==== Entries supplied ====
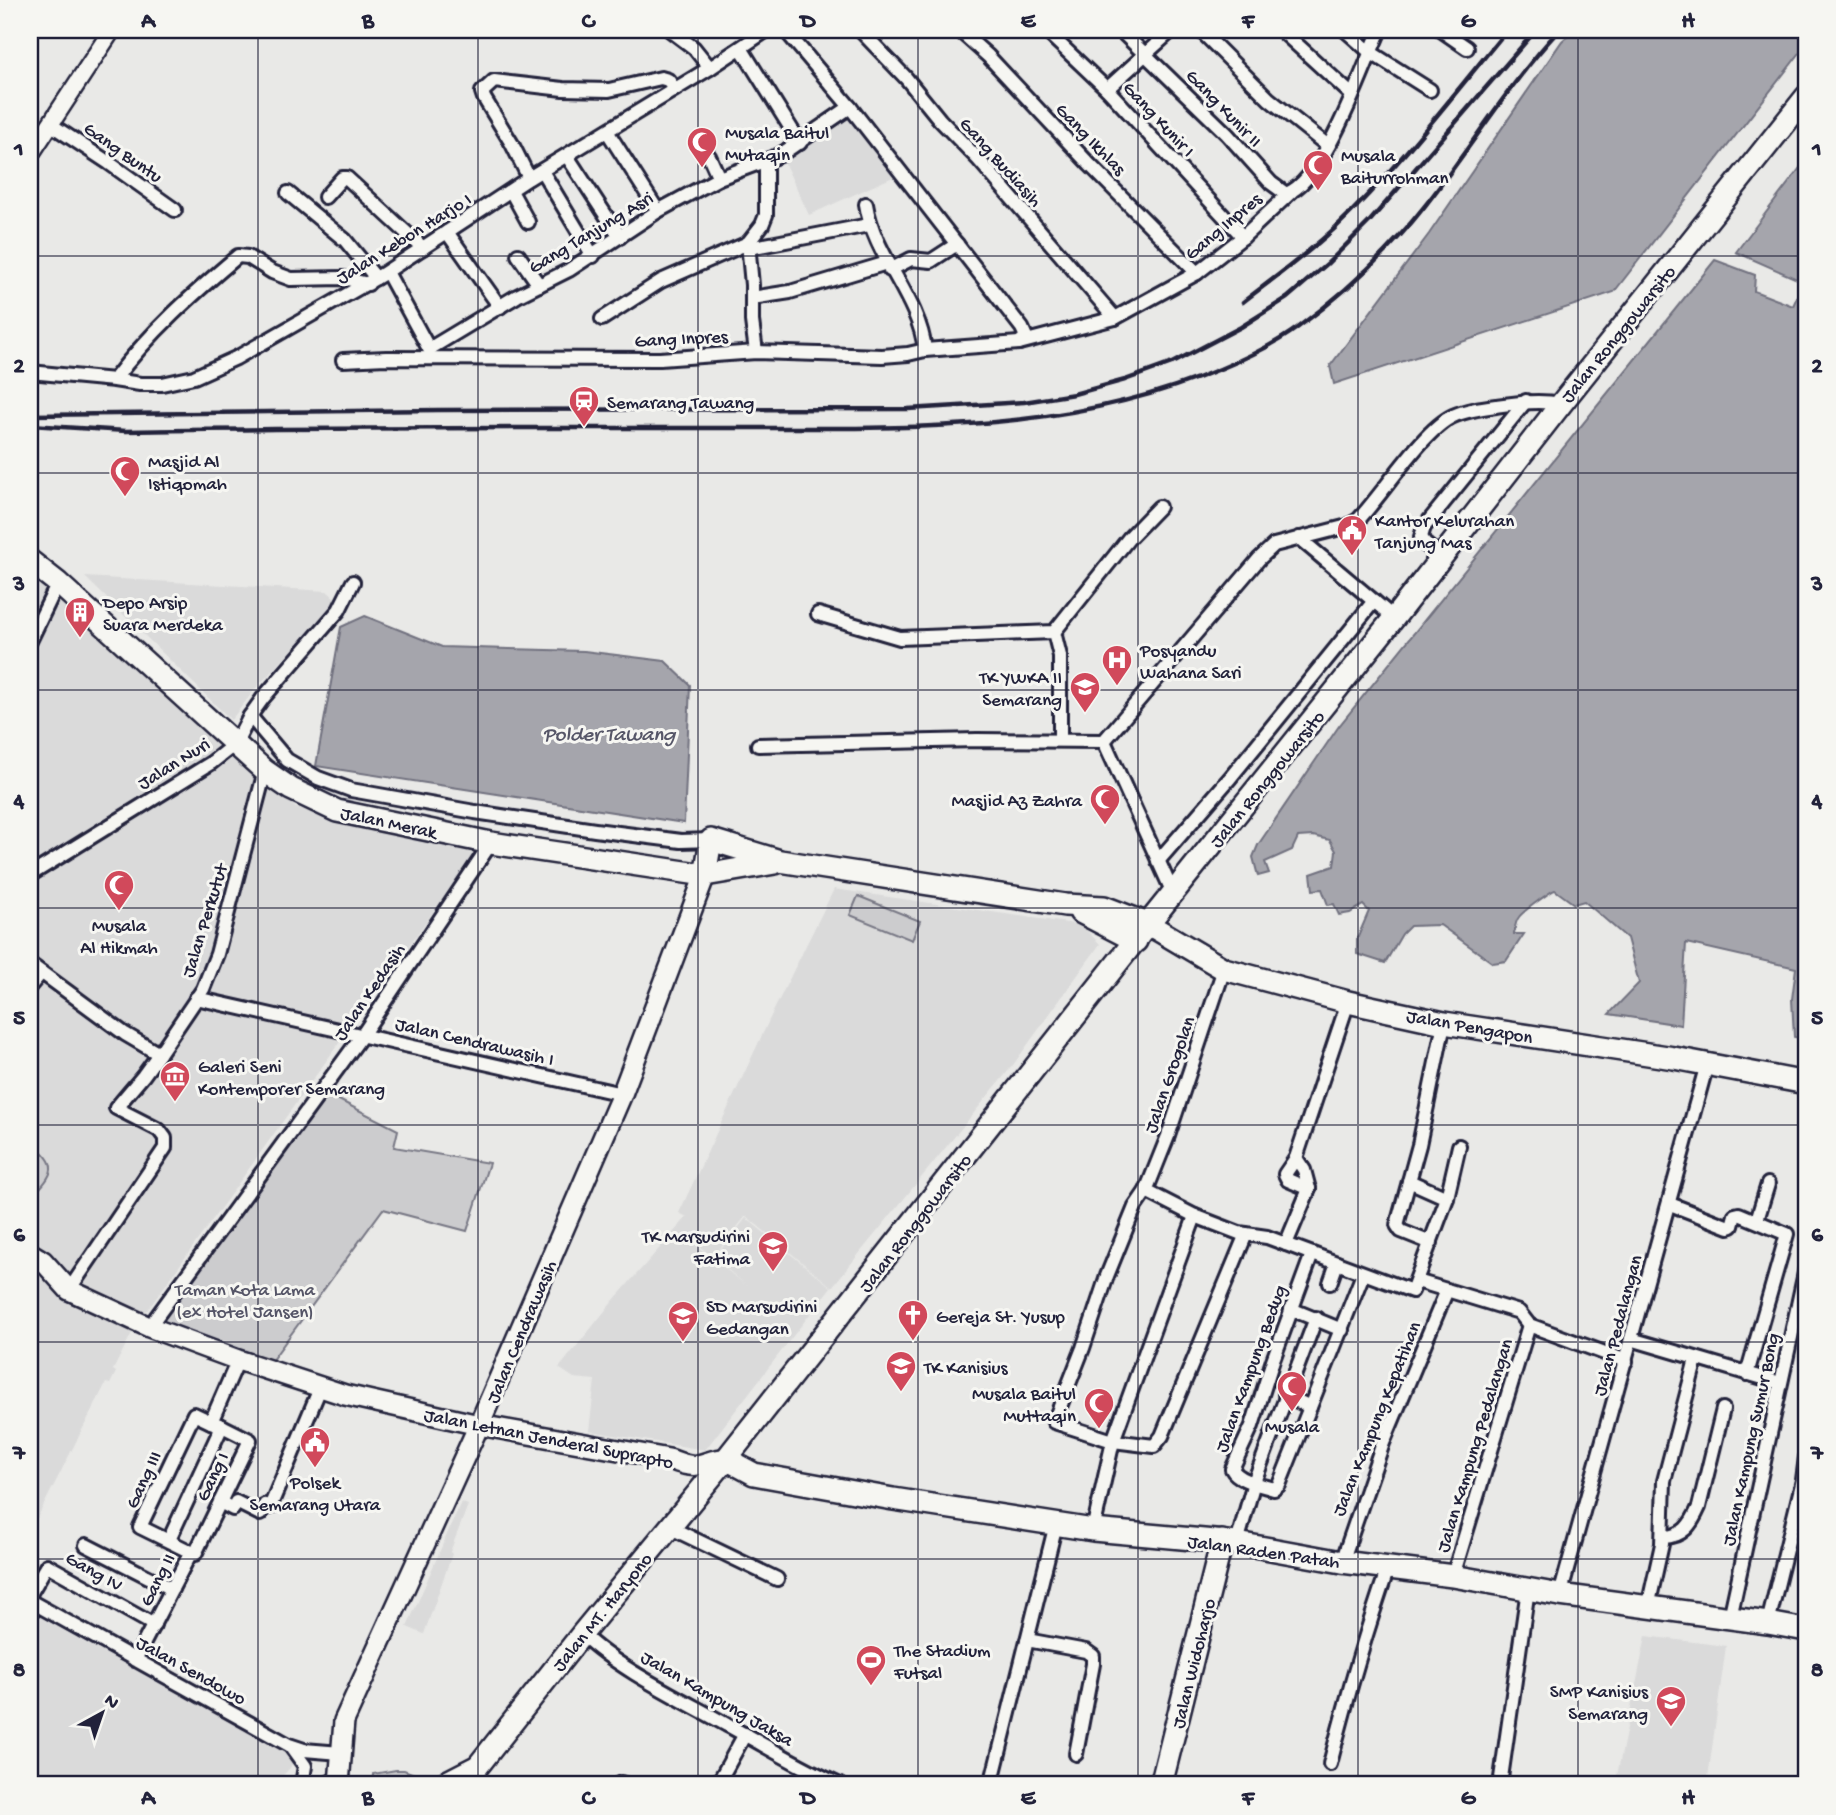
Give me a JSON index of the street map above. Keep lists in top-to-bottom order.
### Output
{
  "streets": {
    "main road": [
      "Jalan Ronggowarsito",
      "Jalan Merak",
      "Jalan Pengapon",
      "Jalan Cendrawasih",
      "Jalan Letnan Jenderal Suprapto",
      "Jalan Raden Patah",
      "Jalan MT. Haryono",
      "Jalan Widoharjo"
    ],
    "street": [
      "Gang Kunir II",
      "Gang Kunir I",
      "Gang Ikhlas",
      "Gang Buntu",
      "Gang Budiasih",
      "Gang Inpres",
      "Gang Tanjung Asri",
      "Jalan Kebon Harjo I",
      "Jalan Nuri",
      "Jalan Perkutut",
      "Jalan Kedasih",
      "Jalan Cendrawasih I",
      "Jalan Grogolan",
      "Jalan Pedalangan",
      "Jalan Kampung Bedug",
      "Jalan Kampung Kepatihan",
      "Jalan Kampung Sumur Bong",
      "Jalan Kampung Pedalangan",
      "Gang I",
      "Gang III",
      "Gang IV",
      "Gang II",
      "Jalan Sendowo",
      "Jalan Kampung Jaksa"
    ]
  },
  "crossings": [
    ["Gang Kunir II", "Gang Inpres"],
    ["Gang Kunir I", "Gang Inpres"],
    ["Gang Ikhlas", "Gang Inpres"],
    ["Gang Budiasih", "Gang Inpres"],
    ["Gang Inpres", "Gang Tanjung Asri"],
    ["Jalan Ronggowarsito", "Jalan Pengapon"],
    ["Jalan Ronggowarsito", "Jalan Letnan Jenderal Suprapto"],
    ["Jalan Ronggowarsito", "Jalan Raden Patah"],
    ["Jalan Ronggowarsito", "Jalan MT. Haryono"],
    ["Jalan Nuri", "Jalan Merak"],
    ["Jalan Merak", "Jalan Perkutut"],
    ["Jalan Merak", "Jalan Kedasih"],
    ["Jalan Merak", "Jalan Cendrawasih"],
    ["Jalan Perkutut", "Jalan Cendrawasih I"],
    ["Jalan Perkutut", "Jalan Letnan Jenderal Suprapto"],
    ["Jalan Kedasih", "Jalan Cendrawasih I"],
    ["Jalan Kedasih", "Jalan Letnan Jenderal Suprapto"],
    ["Jalan Pengapon", "Jalan Grogolan"],
    ["Jalan Pengapon", "Jalan Pedalangan"],
    ["Jalan Cendrawasih I", "Jalan Cendrawasih"],
    ["Jalan Pedalangan", "Jalan Raden Patah"],
    ["Jalan Cendrawasih", "Jalan Letnan Jenderal Suprapto"],
    ["Jalan Cendrawasih", "Jalan Sendowo"],
    ["Jalan Kampung Kepatihan", "Jalan Raden Patah"],
    ["Jalan Letnan Jenderal Suprapto", "Jalan Raden Patah"],
    ["Jalan Letnan Jenderal Suprapto", "Jalan MT. Haryono"],
    ["Jalan Kampung Sumur Bong", "Jalan Raden Patah"],
    ["Jalan Kampung Pedalangan", "Jalan Raden Patah"],
    ["Gang I", "Gang III"],
    ["Gang I", "Gang II"],
    ["Gang III", "Gang II"],
    ["Jalan Raden Patah", "Jalan MT. Haryono"],
    ["Jalan Raden Patah", "Jalan Widoharjo"],
    ["Gang IV", "Gang II"],
    ["Gang II", "Jalan Sendowo"],
    ["Jalan MT. Haryono", "Jalan Kampung Jaksa"]
  ],
  "water": ["Polder Tawang"],
  "parks": ["Taman Kota Lama (ex Hotel Jansen)"],
  "places": {
    "mosque": [
      "Musala Baitul Mutaqin",
      "Musala Baiturrohman",
      "Masjid Al Istiqomah",
      "Masjid Az Zahra",
      "Musala Al Hikmah",
      "Musala",
      "Musala Baitul Muttaqin"
    ],
    "station": ["Semarang Tawang"],
    "public building": ["Kantor Kelurahan Tanjung Mas", "Polsek Semarang Utara"],
    "building": ["Depo Arsip Suara Merdeka"],
    "hospital": ["Posyandu Wahana Sari"],
    "school or university": [
      "TK YWKA II Semarang",
      "TK Marsudirini Fatima",
      "SD Marsudirini Gedangan",
      "TK Kanisius",
      "SMP Kanisius Semarang"
    ],
    "museum": ["Galeri Seni Kontemporer Semarang"],
    "church": ["Gereja St. Yusup"],
    "sports": ["The Stadium Futsal"]
  },
  "north": "top right",
  "grid": {
    "columns": [
      "A",
      "B",
      "C",
      "D",
      "E",
      "F",
      "G",
      "H"
    ],
    "rows": [
      "1",
      "2",
      "3",
      "4",
      "5",
      "6",
      "7",
      "8"
    ]
  }
}
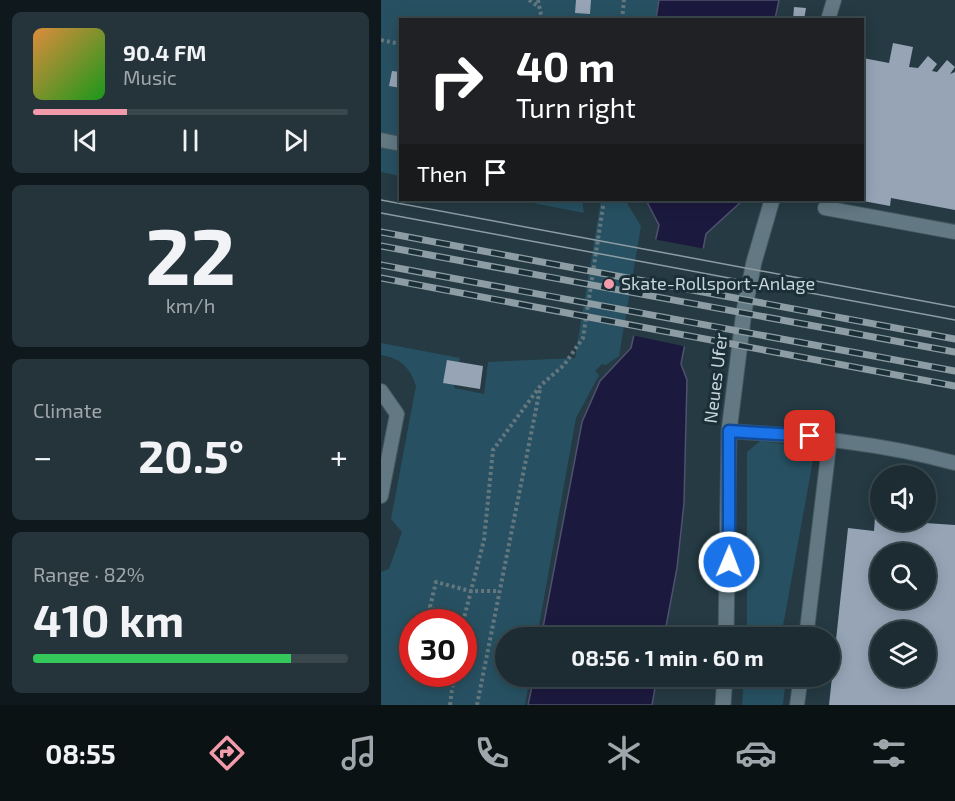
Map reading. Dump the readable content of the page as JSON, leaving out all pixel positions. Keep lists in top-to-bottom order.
{
  "streets": {
    "street": ["Neues Ufer"]
  },
  "places": ["Skate-Rollsport-Anlage"],
  "page": {
    "turn": ["40 m", "Turn right"],
    "song": ["90.4 FM", "Music"],
    "then": "Then",
    "tile": [
      ["22", "km/h"],
      "Climate",
      ["Range · 82%", "410 km"]
    ],
    "heat": ["−", "20.5°", "+"],
    "limit": "30",
    "trip": "08:56 · 1 min · 60 m",
    "tabs": "08:55"
  }
}
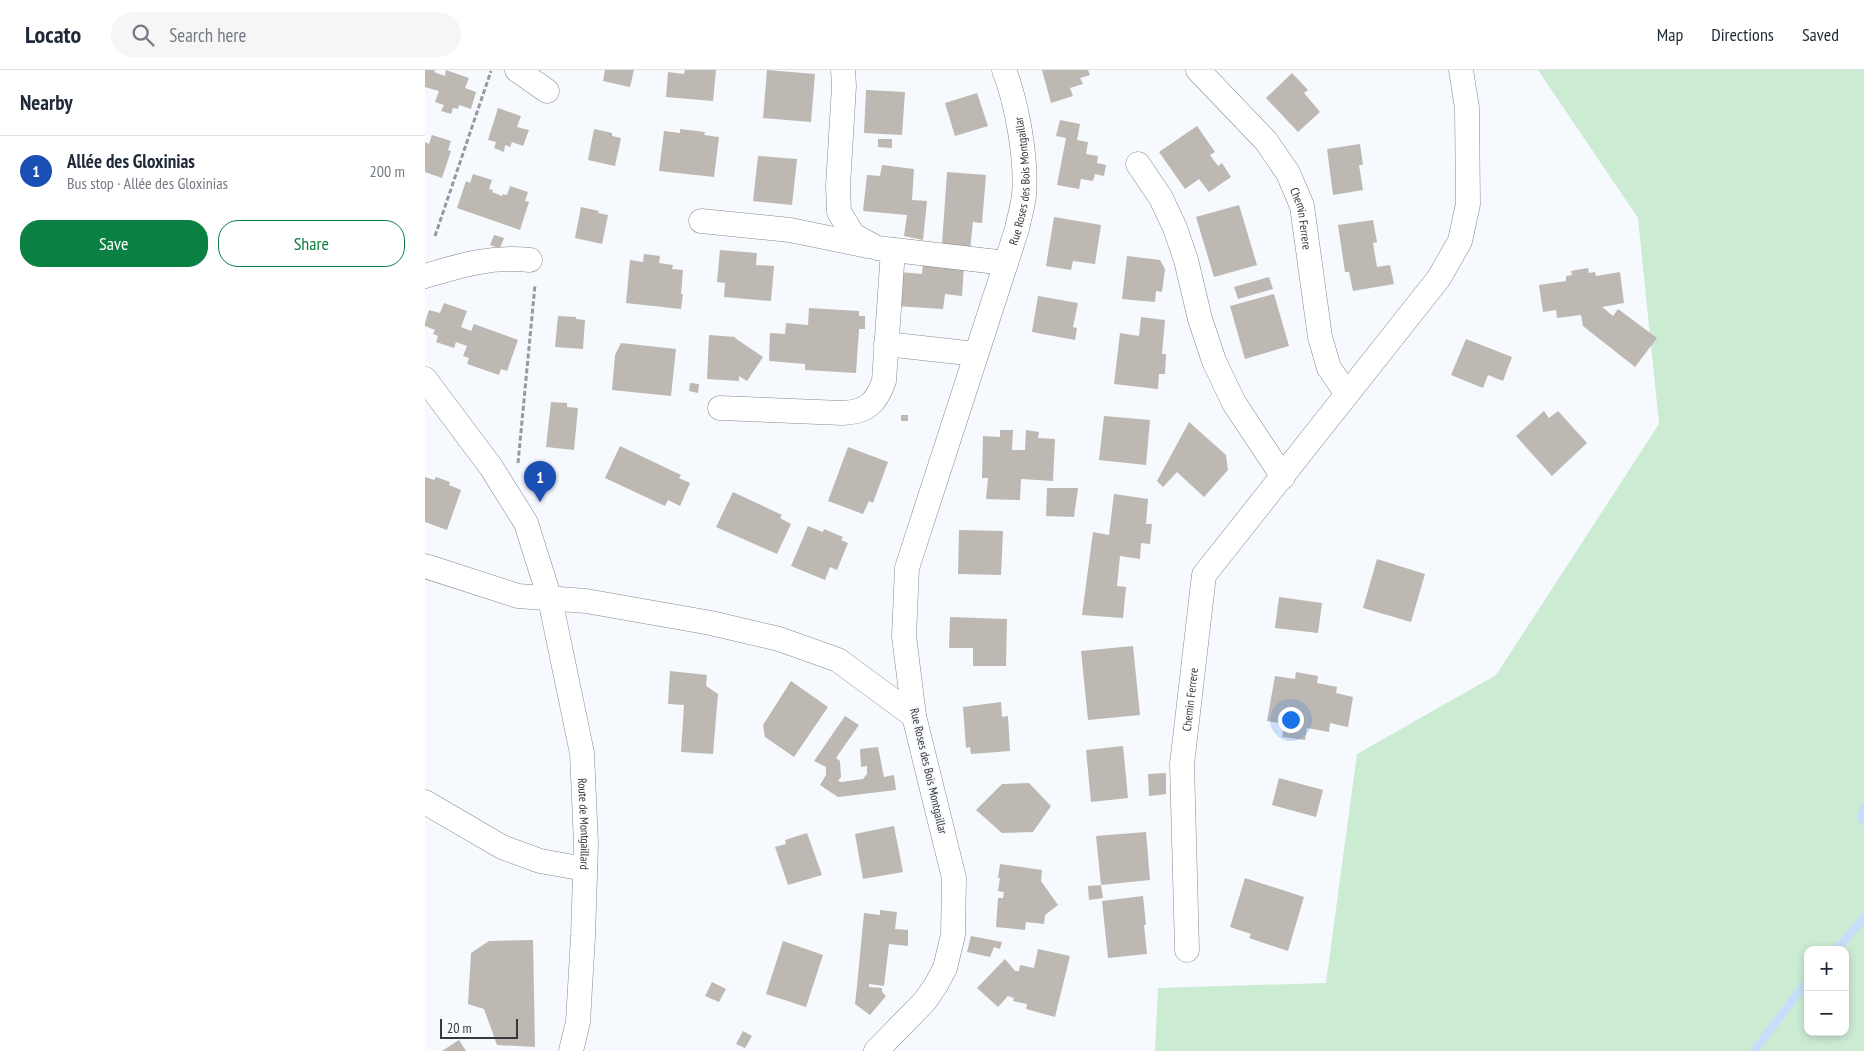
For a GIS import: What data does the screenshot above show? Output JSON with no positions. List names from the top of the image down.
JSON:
{
  "streets": {
    "street": ["Rue Roses des Bois Montgaillar", "Chemin Ferrere", "Route de Montgaillard"]
  },
  "scale_bar": "20 m",
  "page": {
    "header": "Locato",
    "search": "Search here",
    "nav": ["Map", "Directions", "Saved"],
    "heading": "Nearby",
    "list": [
      {
        "mark": "1",
        "name": "Allée des Gloxinias",
        "note": "Bus stop · Allée des Gloxinias",
        "value": "200 m"
      }
    ],
    "buttons": ["Save", "Share"],
    "pins": "1",
    "map_buttons": ["+", "−"],
    "scale": "20 m"
  }
}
====
### Exercise directions
A verbatim copy of the entries, stripped of pictures, should be produced.

### Response to this exercise
Give me a JSON index of the street map above. Keep lists in top-to-bottom order.
### Output
{
  "streets": {
    "main road": [
      "Jalan Ronggowarsito",
      "Jalan Merak",
      "Jalan Pengapon",
      "Jalan Cendrawasih",
      "Jalan Letnan Jenderal Suprapto",
      "Jalan Raden Patah",
      "Jalan MT. Haryono",
      "Jalan Widoharjo"
    ],
    "street": [
      "Gang Kunir II",
      "Gang Kunir I",
      "Gang Ikhlas",
      "Gang Buntu",
      "Gang Budiasih",
      "Gang Inpres",
      "Gang Tanjung Asri",
      "Jalan Kebon Harjo I",
      "Jalan Nuri",
      "Jalan Perkutut",
      "Jalan Kedasih",
      "Jalan Cendrawasih I",
      "Jalan Grogolan",
      "Jalan Pedalangan",
      "Jalan Kampung Bedug",
      "Jalan Kampung Kepatihan",
      "Jalan Kampung Sumur Bong",
      "Jalan Kampung Pedalangan",
      "Gang I",
      "Gang III",
      "Gang IV",
      "Gang II",
      "Jalan Sendowo",
      "Jalan Kampung Jaksa"
    ]
  },
  "crossings": [
    ["Gang Kunir II", "Gang Inpres"],
    ["Gang Kunir I", "Gang Inpres"],
    ["Gang Ikhlas", "Gang Inpres"],
    ["Gang Budiasih", "Gang Inpres"],
    ["Gang Inpres", "Gang Tanjung Asri"],
    ["Jalan Ronggowarsito", "Jalan Pengapon"],
    ["Jalan Ronggowarsito", "Jalan Letnan Jenderal Suprapto"],
    ["Jalan Ronggowarsito", "Jalan Raden Patah"],
    ["Jalan Ronggowarsito", "Jalan MT. Haryono"],
    ["Jalan Nuri", "Jalan Merak"],
    ["Jalan Merak", "Jalan Perkutut"],
    ["Jalan Merak", "Jalan Kedasih"],
    ["Jalan Merak", "Jalan Cendrawasih"],
    ["Jalan Perkutut", "Jalan Cendrawasih I"],
    ["Jalan Perkutut", "Jalan Letnan Jenderal Suprapto"],
    ["Jalan Kedasih", "Jalan Cendrawasih I"],
    ["Jalan Kedasih", "Jalan Letnan Jenderal Suprapto"],
    ["Jalan Pengapon", "Jalan Grogolan"],
    ["Jalan Pengapon", "Jalan Pedalangan"],
    ["Jalan Cendrawasih I", "Jalan Cendrawasih"],
    ["Jalan Pedalangan", "Jalan Raden Patah"],
    ["Jalan Cendrawasih", "Jalan Letnan Jenderal Suprapto"],
    ["Jalan Cendrawasih", "Jalan Sendowo"],
    ["Jalan Kampung Kepatihan", "Jalan Raden Patah"],
    ["Jalan Letnan Jenderal Suprapto", "Jalan Raden Patah"],
    ["Jalan Letnan Jenderal Suprapto", "Jalan MT. Haryono"],
    ["Jalan Kampung Sumur Bong", "Jalan Raden Patah"],
    ["Jalan Kampung Pedalangan", "Jalan Raden Patah"],
    ["Gang I", "Gang III"],
    ["Gang I", "Gang II"],
    ["Gang III", "Gang II"],
    ["Jalan Raden Patah", "Jalan MT. Haryono"],
    ["Jalan Raden Patah", "Jalan Widoharjo"],
    ["Gang IV", "Gang II"],
    ["Gang II", "Jalan Sendowo"],
    ["Jalan MT. Haryono", "Jalan Kampung Jaksa"]
  ],
  "water": ["Polder Tawang"],
  "parks": ["Taman Kota Lama (ex Hotel Jansen)"],
  "places": {
    "mosque": [
      "Musala Baitul Mutaqin",
      "Musala Baiturrohman",
      "Masjid Al Istiqomah",
      "Masjid Az Zahra",
      "Musala Al Hikmah",
      "Musala",
      "Musala Baitul Muttaqin"
    ],
    "station": ["Semarang Tawang"],
    "public building": ["Kantor Kelurahan Tanjung Mas", "Polsek Semarang Utara"],
    "building": ["Depo Arsip Suara Merdeka"],
    "hospital": ["Posyandu Wahana Sari"],
    "school or university": [
      "TK YWKA II Semarang",
      "TK Marsudirini Fatima",
      "SD Marsudirini Gedangan",
      "TK Kanisius",
      "SMP Kanisius Semarang"
    ],
    "museum": ["Galeri Seni Kontemporer Semarang"],
    "church": ["Gereja St. Yusup"],
    "sports": ["The Stadium Futsal"]
  },
  "north": "top right",
  "grid": {
    "columns": [
      "A",
      "B",
      "C",
      "D",
      "E",
      "F",
      "G",
      "H"
    ],
    "rows": [
      "1",
      "2",
      "3",
      "4",
      "5",
      "6",
      "7",
      "8"
    ]
  }
}
Map reading. Dump the readable content of the page as JSON, leaving out all pixel positions. Keep lists in top-to-bottom order.
{
  "streets": {
    "street": ["Neues Ufer"]
  },
  "places": ["Skate-Rollsport-Anlage"],
  "page": {
    "turn": ["40 m", "Turn right"],
    "song": ["90.4 FM", "Music"],
    "then": "Then",
    "tile": [
      ["22", "km/h"],
      "Climate",
      ["Range · 82%", "410 km"]
    ],
    "heat": ["−", "20.5°", "+"],
    "limit": "30",
    "trip": "08:56 · 1 min · 60 m",
    "tabs": "08:55"
  }
}
For a GIS import: What data does the screenshot above show? Output JSON with no positions. List names from the top of the image down.
JSON:
{
  "streets": {
    "street": ["Rue Roses des Bois Montgaillar", "Chemin Ferrere", "Route de Montgaillard"]
  },
  "scale_bar": "20 m",
  "page": {
    "header": "Locato",
    "search": "Search here",
    "nav": ["Map", "Directions", "Saved"],
    "heading": "Nearby",
    "list": [
      {
        "mark": "1",
        "name": "Allée des Gloxinias",
        "note": "Bus stop · Allée des Gloxinias",
        "value": "200 m"
      }
    ],
    "buttons": ["Save", "Share"],
    "pins": "1",
    "map_buttons": ["+", "−"],
    "scale": "20 m"
  }
}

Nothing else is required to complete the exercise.